I’m halfway through Rachel Cusk’s Outline, and it’s everything the rave reviews promised. I first read Cusk in 2004, when I loved her novel The Lucky Ones for its bitingly unsentimental portrayal of motherhood, an aspect she took to new degrees in her later memoir A Life’s Work: On Becoming a Mother. Outline is something stranger: a novel about a woman writer who goes to Greece during a very hot summer to teach a writing conference, and ends up listening to—and relaying to the reader—the life stories of random people she encounters, starting with the thrice-divorced Greek millionaire she meets on the plane.

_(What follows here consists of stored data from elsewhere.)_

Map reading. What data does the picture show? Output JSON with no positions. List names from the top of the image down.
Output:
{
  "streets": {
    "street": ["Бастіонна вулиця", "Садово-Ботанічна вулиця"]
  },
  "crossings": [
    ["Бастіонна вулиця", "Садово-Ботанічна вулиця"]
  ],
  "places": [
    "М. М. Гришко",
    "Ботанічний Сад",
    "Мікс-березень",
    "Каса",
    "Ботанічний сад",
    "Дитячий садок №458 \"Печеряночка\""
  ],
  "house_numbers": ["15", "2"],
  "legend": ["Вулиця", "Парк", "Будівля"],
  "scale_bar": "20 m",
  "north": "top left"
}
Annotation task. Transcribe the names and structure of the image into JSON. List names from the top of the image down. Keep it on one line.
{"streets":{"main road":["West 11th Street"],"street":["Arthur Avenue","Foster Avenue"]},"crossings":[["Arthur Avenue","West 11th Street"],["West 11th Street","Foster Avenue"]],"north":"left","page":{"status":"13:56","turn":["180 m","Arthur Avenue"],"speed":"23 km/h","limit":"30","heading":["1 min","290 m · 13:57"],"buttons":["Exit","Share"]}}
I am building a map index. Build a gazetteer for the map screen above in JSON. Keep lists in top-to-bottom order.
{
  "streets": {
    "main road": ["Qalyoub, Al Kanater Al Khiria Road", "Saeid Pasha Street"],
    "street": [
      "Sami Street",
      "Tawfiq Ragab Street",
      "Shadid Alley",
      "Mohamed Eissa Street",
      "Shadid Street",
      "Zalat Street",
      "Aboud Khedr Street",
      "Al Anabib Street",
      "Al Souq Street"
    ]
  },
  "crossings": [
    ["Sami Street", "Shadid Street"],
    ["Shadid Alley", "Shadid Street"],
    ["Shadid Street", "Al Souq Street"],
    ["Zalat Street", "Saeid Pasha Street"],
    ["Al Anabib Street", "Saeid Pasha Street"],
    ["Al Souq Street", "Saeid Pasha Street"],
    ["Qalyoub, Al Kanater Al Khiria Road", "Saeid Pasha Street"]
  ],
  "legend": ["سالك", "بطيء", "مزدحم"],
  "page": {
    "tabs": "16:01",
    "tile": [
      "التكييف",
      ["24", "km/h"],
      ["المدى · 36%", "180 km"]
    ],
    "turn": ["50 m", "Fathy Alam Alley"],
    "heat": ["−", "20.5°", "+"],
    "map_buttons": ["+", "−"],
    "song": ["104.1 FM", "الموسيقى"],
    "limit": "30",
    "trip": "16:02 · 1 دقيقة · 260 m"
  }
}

The narrator’s spare retelling of these autobiographies—rendered almost without dialogue—quickly becomes an examination of the way we construct, come to believe in, and often become trapped within, our self-made life narratives. Bonus for the working writer: the book becomes a revelatory meditation on story itself. “Reality might be described as the eternal equipoise of positive and negative, but in this story the two poles had become dissociated and ascribed separate, warring identities,” the narrator reflects on the Greek playboy’s life tale. Despite the layers of investigation in Outline, there’s nothing “meta” about the experience of reading it. Every paragraph offers a startlingly articulated truth, or re-electrifies an old cliché. Absorbing.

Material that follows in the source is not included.